Please have a look at the introduction of the great myTAI package for possible sources, how to get such *phylostratigraphic maps* ([myTAI - Introduction](https://drostlab.github.io/myTAI/articles/Introduction.html)).
To create an *ortho map*, one "simply" needs to get OGs or HOGs with e.g. OrthoFinder (Emms and Kelly 2019) or Proteinortho (Lechner et al. 2011) or any other ortholog prediction tool (see Linard et al. 2021) using a set of species that cover the species range of your interest.

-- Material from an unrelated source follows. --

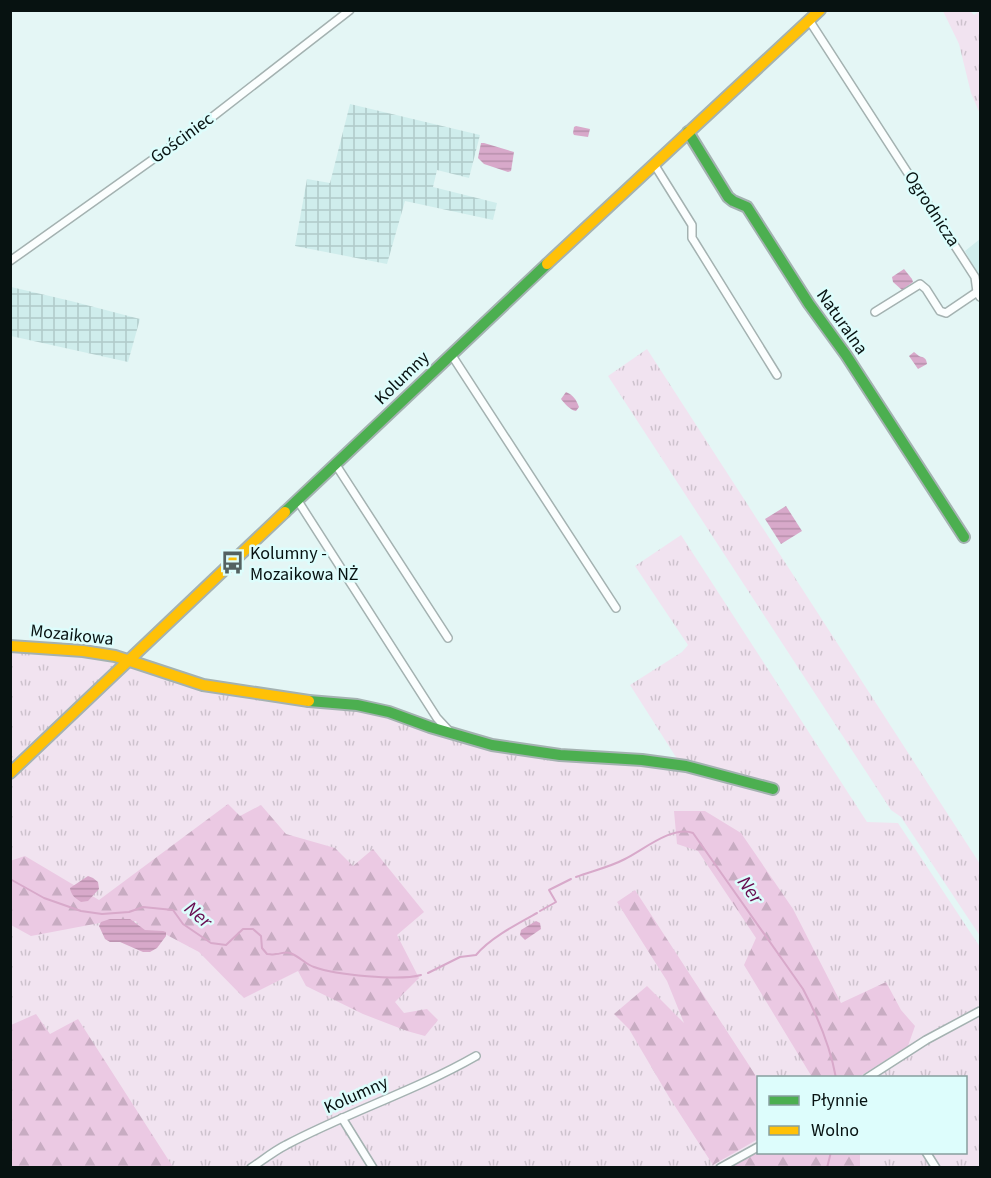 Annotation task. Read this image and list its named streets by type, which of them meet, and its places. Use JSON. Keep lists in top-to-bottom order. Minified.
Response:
{"streets":{"street":["Gościniec","Ogrodnicza","Naturalna","Kolumny","Mozaikowa"]},"crossings":[["Ogrodnicza","Kolumny"],["Naturalna","Kolumny"],["Kolumny","Mozaikowa"]],"water":["Ner"],"places":{"bus stop":["Kolumny - Mozaikowa NŻ"]},"legend":["Płynnie","Wolno"]}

Parse each OG or HOG for the oldest clade as compared to a species tree and your focal species of interest.
Or e.g. use pre-calculated OGs from e.g. https://omabrowser.org/oma/home (Schneider, Dessimoz, and Gonnet 2007) or http://eggnog5.embl.de (Huerta-Cepas et al. 2019) or https://bioinformatics.psb.ugent.be/plaza/ for plants (Proost et al. 2009).
Example of *Caenorhabditis elegans*:
single-cell data: Packer and Zhu et al. 2019
ortho map: Sun et al. 2021
# Installation
see also here for the R package pages [https://github.com/kullrich/scTEI](https://github.com/kullrich/scTEI)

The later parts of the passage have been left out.